If a line in the entries below includes the string "Mount", copy it out.

** Opening RECORD EXCERPTS block **

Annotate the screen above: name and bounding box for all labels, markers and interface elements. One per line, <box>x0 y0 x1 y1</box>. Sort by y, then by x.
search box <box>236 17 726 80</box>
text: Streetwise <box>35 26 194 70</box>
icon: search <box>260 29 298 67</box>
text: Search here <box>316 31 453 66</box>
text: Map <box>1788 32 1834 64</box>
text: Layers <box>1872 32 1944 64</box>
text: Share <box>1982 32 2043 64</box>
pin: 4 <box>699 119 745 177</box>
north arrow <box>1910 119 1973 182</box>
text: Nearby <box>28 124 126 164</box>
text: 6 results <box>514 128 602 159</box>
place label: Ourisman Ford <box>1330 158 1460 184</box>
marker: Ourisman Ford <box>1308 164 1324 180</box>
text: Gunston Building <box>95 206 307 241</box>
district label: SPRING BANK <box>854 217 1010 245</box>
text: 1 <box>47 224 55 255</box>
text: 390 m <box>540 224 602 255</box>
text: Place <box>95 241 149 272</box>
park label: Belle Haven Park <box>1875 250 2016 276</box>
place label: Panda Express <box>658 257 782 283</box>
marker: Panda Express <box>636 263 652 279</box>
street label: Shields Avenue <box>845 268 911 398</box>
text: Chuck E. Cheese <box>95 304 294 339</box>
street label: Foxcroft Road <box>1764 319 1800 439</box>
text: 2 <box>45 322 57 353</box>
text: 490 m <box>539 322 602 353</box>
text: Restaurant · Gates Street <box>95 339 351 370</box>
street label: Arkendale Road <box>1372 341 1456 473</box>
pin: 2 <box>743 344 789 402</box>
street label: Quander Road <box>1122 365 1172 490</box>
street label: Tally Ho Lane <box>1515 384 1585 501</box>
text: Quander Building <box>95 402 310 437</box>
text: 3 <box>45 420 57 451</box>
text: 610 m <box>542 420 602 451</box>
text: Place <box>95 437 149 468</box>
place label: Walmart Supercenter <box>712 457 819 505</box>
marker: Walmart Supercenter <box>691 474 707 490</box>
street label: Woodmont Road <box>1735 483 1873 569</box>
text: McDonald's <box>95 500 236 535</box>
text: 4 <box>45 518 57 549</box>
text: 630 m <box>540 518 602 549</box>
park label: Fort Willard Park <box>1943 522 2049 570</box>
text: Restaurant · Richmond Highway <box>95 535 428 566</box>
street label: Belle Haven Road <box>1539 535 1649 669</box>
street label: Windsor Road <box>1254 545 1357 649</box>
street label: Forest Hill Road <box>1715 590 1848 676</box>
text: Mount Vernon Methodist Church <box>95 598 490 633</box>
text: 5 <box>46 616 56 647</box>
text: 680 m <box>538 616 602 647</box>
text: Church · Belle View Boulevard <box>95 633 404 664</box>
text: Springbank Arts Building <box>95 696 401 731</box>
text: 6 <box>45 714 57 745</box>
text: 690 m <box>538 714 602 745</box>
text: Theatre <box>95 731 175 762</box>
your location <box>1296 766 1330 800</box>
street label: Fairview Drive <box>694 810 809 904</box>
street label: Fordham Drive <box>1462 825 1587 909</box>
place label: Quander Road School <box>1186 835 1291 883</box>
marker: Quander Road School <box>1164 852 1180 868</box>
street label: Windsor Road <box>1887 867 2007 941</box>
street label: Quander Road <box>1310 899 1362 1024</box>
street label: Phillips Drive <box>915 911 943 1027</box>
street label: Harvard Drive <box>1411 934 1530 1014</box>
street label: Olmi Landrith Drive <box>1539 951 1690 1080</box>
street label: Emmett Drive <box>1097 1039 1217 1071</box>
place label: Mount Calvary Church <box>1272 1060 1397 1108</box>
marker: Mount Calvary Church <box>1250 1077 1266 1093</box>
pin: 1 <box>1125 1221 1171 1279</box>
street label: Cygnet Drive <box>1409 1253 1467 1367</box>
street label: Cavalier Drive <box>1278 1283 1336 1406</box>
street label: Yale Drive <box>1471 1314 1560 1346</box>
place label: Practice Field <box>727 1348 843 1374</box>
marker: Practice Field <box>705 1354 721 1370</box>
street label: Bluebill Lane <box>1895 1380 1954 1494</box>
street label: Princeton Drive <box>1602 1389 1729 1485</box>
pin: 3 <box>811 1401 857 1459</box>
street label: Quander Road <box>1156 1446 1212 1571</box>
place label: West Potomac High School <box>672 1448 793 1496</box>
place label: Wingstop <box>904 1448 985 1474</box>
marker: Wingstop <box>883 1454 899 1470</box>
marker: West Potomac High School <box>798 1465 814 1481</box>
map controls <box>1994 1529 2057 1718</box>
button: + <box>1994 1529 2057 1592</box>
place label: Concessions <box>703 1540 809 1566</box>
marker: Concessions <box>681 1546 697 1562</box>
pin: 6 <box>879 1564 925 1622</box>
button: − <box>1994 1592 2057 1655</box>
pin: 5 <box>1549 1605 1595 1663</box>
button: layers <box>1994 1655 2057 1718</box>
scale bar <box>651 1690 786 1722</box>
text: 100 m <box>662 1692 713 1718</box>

** Closing RECORD EXCERPTS block **

EXERCISE ANSWER:
text: Mount Vernon Methodist Church <box>95 598 490 633</box>
place label: Mount Calvary Church <box>1272 1060 1397 1108</box>
marker: Mount Calvary Church <box>1250 1077 1266 1093</box>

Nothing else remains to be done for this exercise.